Le premier répertoire qualifié de contingent est utilisé pour décrire comment l'ambition et la compétition entre les chercheurs et chercheuses, leurs préjugés et leurs présupposés, leur manque d'habileté et leurs négligences dans la réalisation des expériences - en particulier lorsqu'il s'agit de ce qui se passe dans les autres laboratoires - expliquent les

erreurs et les insuccès. Le second répertoire, dit empiriciste et plus ou moins calqué sur celui des articles publiés, permet au contraire de rendre compte des succès et fait ainsi appel aux données expérimentales, à l'objectivité des faits scientifiques obtenus selon des procédés canoniques désincarnés, dénués d'auteurs.

Autrement dit, les scientifiques expliqueraient de façon asymétrique le succès et l'erreur, ce qui n'est pas sans rappeler ce que Latour et Woolgar (1988) ont mis en lumière, à savoir le processus d'inversion entre les artefacts induits par l'observateur et les faits qui parlent par eux-mêmes. Certes, une telle asymétrie est propice aux contradictions. Mais c'est sans compter la volonté de vérité évoquée plus haut. Car, comme l'ont observé Gilbert et Mulkay, ces contradictions sont levées en réintroduisant la temporalité dans le processus de production selon un mécanisme interprétatif (interpretative device) désigné par Gilbert et Mulkay comme le « thruth will out device ». Ainsi, dans le court terme, les scientifiques reconnaissent que la production scientifique n'échappe pas au contingent, aux idiosyncrasies, ainsi qu'aux influences et interférences sociales, mais, comme le soulignent Gilbert et Mulkay, « seulement dans le court terme » (p. 94). Dans le long terme, il en va autrement : ce sont les faits scientifiques qui priment, la réalité du monde physique qui est reconnue, comme l'illustrent ces propos d'un scientifique qui, après avoir joué des deux répertoires en réponse à une question sur les critères de choix entre deux théories, poursuit dans la foulée du répertoire contingent pour finalement conclure suivant le mécanisme qui permet de « sauver le faits », soit le « thruth will out device » :

« To quite a large extent, one's based the path one has followed as much on intuition, that is, a feeling that it's right, which obviously is only useful if you've got a pretty large body of working evidence mulling around in your head at the time. So intuition based on experience and, secondly, on one's feeling for the honesty and capacity of one's colleagues. […] I know it's so in scientific meetings. People will pay attention to some people and not to others. And sometimes it's a very false sort of thing, because it also has mixed up in it the whole thing of charisma and how nice a person is rather than how competent they are. So it's a somewhat unreliable guide, but I'm sure it plays an important part in determinig the course of events. [Pause] I think ultimately that science is so structured that none of those things are important and that what is important is scientific facts themselves, what comes out at the end » (pp. 92-3).

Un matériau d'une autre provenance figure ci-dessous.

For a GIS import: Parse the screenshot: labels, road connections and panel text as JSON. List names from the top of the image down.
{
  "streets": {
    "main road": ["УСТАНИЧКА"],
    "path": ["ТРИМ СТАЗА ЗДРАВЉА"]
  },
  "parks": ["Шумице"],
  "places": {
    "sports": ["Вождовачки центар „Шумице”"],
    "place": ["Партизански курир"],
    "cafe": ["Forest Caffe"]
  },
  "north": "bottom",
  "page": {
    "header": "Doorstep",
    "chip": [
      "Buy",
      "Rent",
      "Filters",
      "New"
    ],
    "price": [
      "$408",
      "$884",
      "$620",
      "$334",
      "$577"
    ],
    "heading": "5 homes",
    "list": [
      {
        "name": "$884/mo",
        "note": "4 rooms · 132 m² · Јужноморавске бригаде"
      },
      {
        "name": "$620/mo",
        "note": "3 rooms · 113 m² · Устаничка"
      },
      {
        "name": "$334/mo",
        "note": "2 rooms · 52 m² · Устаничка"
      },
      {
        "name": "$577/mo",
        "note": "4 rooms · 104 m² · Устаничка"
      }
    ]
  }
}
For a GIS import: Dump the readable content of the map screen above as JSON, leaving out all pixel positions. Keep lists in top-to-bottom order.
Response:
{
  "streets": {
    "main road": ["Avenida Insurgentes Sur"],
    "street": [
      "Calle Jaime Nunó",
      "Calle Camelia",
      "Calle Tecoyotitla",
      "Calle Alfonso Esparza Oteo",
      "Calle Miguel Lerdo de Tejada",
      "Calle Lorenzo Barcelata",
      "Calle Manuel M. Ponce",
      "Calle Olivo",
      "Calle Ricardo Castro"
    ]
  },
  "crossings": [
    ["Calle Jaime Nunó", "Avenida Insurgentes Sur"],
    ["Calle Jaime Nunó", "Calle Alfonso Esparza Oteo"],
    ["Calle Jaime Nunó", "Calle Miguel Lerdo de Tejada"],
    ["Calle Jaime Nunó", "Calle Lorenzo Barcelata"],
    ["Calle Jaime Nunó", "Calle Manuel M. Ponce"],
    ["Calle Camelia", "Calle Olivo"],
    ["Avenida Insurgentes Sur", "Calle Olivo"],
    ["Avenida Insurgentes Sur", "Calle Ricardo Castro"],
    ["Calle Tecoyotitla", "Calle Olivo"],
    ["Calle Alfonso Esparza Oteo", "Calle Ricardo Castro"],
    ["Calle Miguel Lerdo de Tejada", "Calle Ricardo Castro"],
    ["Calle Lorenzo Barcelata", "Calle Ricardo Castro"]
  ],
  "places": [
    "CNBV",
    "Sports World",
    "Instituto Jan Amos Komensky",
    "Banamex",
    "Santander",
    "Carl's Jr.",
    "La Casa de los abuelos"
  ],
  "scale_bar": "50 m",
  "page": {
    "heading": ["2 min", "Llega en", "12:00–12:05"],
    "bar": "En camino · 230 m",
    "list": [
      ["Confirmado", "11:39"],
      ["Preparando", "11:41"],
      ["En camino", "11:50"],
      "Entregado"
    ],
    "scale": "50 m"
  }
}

En d'autres termes, une fois de plus, tout semble se passer comme si les ressources discursives typiques de la rhétorique scolaire des sciences finissent bel et bien par avoir le dernier mot, si l'on peut dire, par prendre

le pas sur une possible définition locale de l'ordre des choses, et par reconduire l'exceptionnalisme épistémologique évoqué au commencement de ce texte. Ce qui nous renvoie à l'importance d'aller au- delà du contexte immédiat de pratique, pour comprendre comment s'instille, se ramifie et, finalement, s'institutionnalise un tel registre discursif… et la « magie performative »17 qu'il semble receler.